Together with her students and partners at GNS Science, Dr. Bartlow has carried out GPS-data based studies of multiple Slow Slip events in Hikurangi using the Network Inversion Filter (NIF) software package (see the software page). In Hikurangi, slow slip events occur at a variety of depths. Shallow slow slip (around 10 km depth) occurs over the course of about a week, while deep slow slip events (around 40 km depth) can last a year or more. Dr. Bartlow has found that the relationship between slow slip events and tremor is quite different in Hikurangi compared to the more well-studied case of Cascadia. In Hikruangi, tremor located near the Manawatu slow slip event is located deeper than the slip, and not co-located with the actively slipping region as in Cascadia (Fig. 2). Dr.
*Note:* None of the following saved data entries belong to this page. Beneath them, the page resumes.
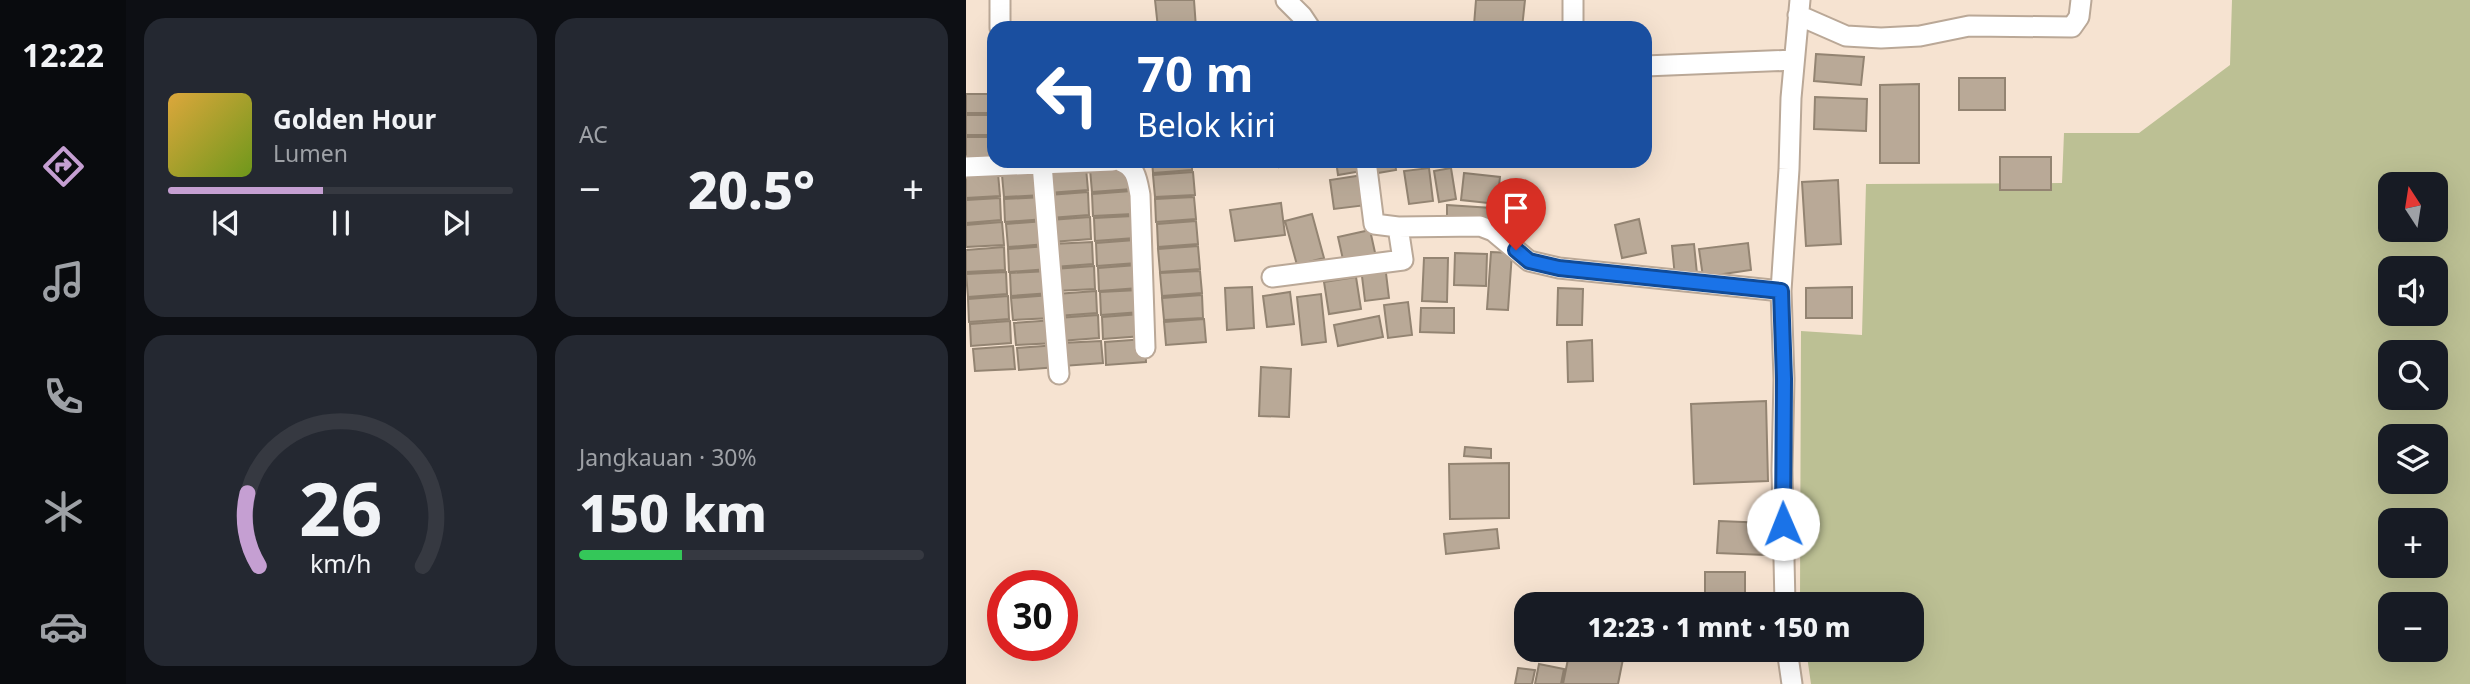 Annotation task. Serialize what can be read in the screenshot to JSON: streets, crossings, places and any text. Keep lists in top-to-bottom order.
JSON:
{
  "north": "top",
  "page": {
    "tabs": "12:22",
    "tile": [
      "AC",
      ["Jangkauan · 30%", "150 km"]
    ],
    "turn": ["70 m", "Belok kiri"],
    "song": ["Golden Hour", "Lumen"],
    "heat": ["−", "20.5°", "+"],
    "map_buttons": ["+", "−"],
    "limit": "30",
    "trip": "12:23 · 1 mnt · 150 m",
    "gauge": ["26", "km/h"]
  }
}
Bartlow has also studied in detail an earthquake swarm that was thought to be triggered by the Cape Turnagain slow slip event in 2011. Dr. Bartlow's models show that these earthquakes were most likely triggered by stress changes caused by slow slip (Fig. 3). A movie of the 2011 Cape Turnagain slow slip event and earthquake swarm can be seen below as well.
Animation of the Cape Turnagain slow slip event. Estimated slip rate is shown in the colors, and earthquakes appear as circles scaled by their magnitude.
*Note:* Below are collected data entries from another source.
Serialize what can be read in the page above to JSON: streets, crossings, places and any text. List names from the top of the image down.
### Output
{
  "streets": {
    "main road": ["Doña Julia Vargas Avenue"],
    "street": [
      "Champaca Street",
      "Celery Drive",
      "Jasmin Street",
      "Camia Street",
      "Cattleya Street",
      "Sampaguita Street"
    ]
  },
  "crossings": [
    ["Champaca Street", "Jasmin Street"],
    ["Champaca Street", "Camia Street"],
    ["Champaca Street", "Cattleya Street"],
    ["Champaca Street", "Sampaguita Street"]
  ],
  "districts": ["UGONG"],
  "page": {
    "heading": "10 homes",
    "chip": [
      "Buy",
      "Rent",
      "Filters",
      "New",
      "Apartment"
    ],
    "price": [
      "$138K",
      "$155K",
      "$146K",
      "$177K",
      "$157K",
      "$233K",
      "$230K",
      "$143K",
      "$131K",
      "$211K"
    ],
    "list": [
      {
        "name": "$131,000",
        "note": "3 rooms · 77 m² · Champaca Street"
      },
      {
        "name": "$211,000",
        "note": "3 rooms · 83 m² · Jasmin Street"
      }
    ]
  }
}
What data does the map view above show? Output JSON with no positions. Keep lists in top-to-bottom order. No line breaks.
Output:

Figure 3: (a) A possible model of cumulative slow slip during the 2011 Cape Turnagain slow slip event. This model fits the avaialble GPS data within the uncertainty, with the requirement that shear stress increase in the region outlined in black, where the associated earthquake swarm occurs. (b) Shear stress on the plate interface calculated from the slip in (a). This shear stress pattern can explain the seismic swarm, assuming a stress triggering hypothesis.
Figure 4: Slip uncertainty in the offshore Gisborne region using only onshore GPS data.
Figure 5: Same as Figure 4, but with inclusion of Ocean Bottom Pressure data. OBP sites are shown as dots. Note greatly decreased slip uncertainty after inclusion of OBP data.
The recent HOBITSS (Hikruangi Ocean Bottom Investigation of Tremor and Slow Slip) experiment, led by Laura Wallace at GNS Science, provided offshore Ocean Bottom Pressure (OBP) data above the Gisborne slow slip patch during the 2014 Gisborne slow slip event. OBP data is a proxy for vertical seafloor motion, because as the seafloor moves up the OBP decreases due to the decrease in water depth. Graduate student Ryan Yohler is leading work incorporating this offshore data, along with onshore GPS data, to create a time-dependent model of slip during the Gisborne SSE. The OBP data provides resolution where slip was previously almost unresolved, in the critical near-trench region. Characterizing slow slip in this offshore region is extremely important to characterizing tsunami hazards, especially in the Gisborne region which experienced two large earthquake generated tsunamis in 1947. Our results show that including the OBP data greatly increases resolution (decreases slip uncertainty) in the near trench region (Figures 4 and 5). Figure 6 shows how the total slip in the model changes with the inclusion of the OBP data. Including this data increases the amount of modelled slip offshore, which implies that less slip is left over in the total slip budget to be released in future earthquakes.
Figure 6: (left) Network Inversion Filter model of total slip using onshore GPS data and offshore OBP data (center) same as left, but using only onshore GPS data (right) difference between the two models, showing the increase in modeled slip offshore with the inclusion of the OBP data. Dots indicate the locations of OBP stations.